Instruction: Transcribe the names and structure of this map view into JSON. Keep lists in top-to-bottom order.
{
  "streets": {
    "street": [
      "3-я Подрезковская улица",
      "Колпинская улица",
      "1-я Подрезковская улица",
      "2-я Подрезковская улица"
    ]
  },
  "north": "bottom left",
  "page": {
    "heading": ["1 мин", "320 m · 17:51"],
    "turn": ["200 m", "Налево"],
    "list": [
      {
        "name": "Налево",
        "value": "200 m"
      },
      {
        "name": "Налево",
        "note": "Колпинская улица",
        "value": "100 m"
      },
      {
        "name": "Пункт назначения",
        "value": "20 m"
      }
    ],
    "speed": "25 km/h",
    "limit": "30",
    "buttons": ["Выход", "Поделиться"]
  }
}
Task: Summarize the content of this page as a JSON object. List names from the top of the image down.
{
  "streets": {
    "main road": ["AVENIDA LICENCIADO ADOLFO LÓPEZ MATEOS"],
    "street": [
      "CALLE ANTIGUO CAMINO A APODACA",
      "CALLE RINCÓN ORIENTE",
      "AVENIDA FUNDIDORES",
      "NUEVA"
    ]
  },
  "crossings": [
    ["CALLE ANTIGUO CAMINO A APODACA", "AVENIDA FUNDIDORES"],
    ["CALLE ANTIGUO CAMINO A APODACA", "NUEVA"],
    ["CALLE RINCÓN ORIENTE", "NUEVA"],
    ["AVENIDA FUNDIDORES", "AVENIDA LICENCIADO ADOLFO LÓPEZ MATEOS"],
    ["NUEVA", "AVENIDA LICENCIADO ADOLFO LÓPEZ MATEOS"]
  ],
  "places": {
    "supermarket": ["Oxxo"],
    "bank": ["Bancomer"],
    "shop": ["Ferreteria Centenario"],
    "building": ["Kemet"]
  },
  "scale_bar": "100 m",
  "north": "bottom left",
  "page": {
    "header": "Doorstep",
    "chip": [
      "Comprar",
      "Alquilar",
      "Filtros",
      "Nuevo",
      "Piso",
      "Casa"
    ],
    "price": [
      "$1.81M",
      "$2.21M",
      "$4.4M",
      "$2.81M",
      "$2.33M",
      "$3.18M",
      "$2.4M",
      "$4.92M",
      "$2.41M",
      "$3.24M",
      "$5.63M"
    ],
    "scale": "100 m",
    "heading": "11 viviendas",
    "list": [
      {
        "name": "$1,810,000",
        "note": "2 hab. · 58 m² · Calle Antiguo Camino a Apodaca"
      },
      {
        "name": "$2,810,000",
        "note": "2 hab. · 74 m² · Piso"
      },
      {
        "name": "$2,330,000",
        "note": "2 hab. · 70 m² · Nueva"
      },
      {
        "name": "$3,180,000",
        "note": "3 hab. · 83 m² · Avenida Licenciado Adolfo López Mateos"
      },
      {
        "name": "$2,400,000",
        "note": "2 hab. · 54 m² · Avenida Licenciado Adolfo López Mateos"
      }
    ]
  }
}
##########
Restate the material exactly, from its opening line to its closing one.

▶ _Solved exercise_
Instruction: Transcribe the names and structure of this map view into JSON. Keep lists in top-to-bottom order.
{
  "streets": {
    "street": [
      "3-я Подрезковская улица",
      "Колпинская улица",
      "1-я Подрезковская улица",
      "2-я Подрезковская улица"
    ]
  },
  "north": "bottom left",
  "page": {
    "heading": ["1 мин", "320 m · 17:51"],
    "turn": ["200 m", "Налево"],
    "list": [
      {
        "name": "Налево",
        "value": "200 m"
      },
      {
        "name": "Налево",
        "note": "Колпинская улица",
        "value": "100 m"
      },
      {
        "name": "Пункт назначения",
        "value": "20 m"
      }
    ],
    "speed": "25 km/h",
    "limit": "30",
    "buttons": ["Выход", "Поделиться"]
  }
}
Task: Summarize the content of this page as a JSON object. List names from the top of the image down.
{
  "streets": {
    "main road": ["AVENIDA LICENCIADO ADOLFO LÓPEZ MATEOS"],
    "street": [
      "CALLE ANTIGUO CAMINO A APODACA",
      "CALLE RINCÓN ORIENTE",
      "AVENIDA FUNDIDORES",
      "NUEVA"
    ]
  },
  "crossings": [
    ["CALLE ANTIGUO CAMINO A APODACA", "AVENIDA FUNDIDORES"],
    ["CALLE ANTIGUO CAMINO A APODACA", "NUEVA"],
    ["CALLE RINCÓN ORIENTE", "NUEVA"],
    ["AVENIDA FUNDIDORES", "AVENIDA LICENCIADO ADOLFO LÓPEZ MATEOS"],
    ["NUEVA", "AVENIDA LICENCIADO ADOLFO LÓPEZ MATEOS"]
  ],
  "places": {
    "supermarket": ["Oxxo"],
    "bank": ["Bancomer"],
    "shop": ["Ferreteria Centenario"],
    "building": ["Kemet"]
  },
  "scale_bar": "100 m",
  "north": "bottom left",
  "page": {
    "header": "Doorstep",
    "chip": [
      "Comprar",
      "Alquilar",
      "Filtros",
      "Nuevo",
      "Piso",
      "Casa"
    ],
    "price": [
      "$1.81M",
      "$2.21M",
      "$4.4M",
      "$2.81M",
      "$2.33M",
      "$3.18M",
      "$2.4M",
      "$4.92M",
      "$2.41M",
      "$3.24M",
      "$5.63M"
    ],
    "scale": "100 m",
    "heading": "11 viviendas",
    "list": [
      {
        "name": "$1,810,000",
        "note": "2 hab. · 58 m² · Calle Antiguo Camino a Apodaca"
      },
      {
        "name": "$2,810,000",
        "note": "2 hab. · 74 m² · Piso"
      },
      {
        "name": "$2,330,000",
        "note": "2 hab. · 70 m² · Nueva"
      },
      {
        "name": "$3,180,000",
        "note": "3 hab. · 83 m² · Avenida Licenciado Adolfo López Mateos"
      },
      {
        "name": "$2,400,000",
        "note": "2 hab. · 54 m² · Avenida Licenciado Adolfo López Mateos"
      }
    ]
  }
}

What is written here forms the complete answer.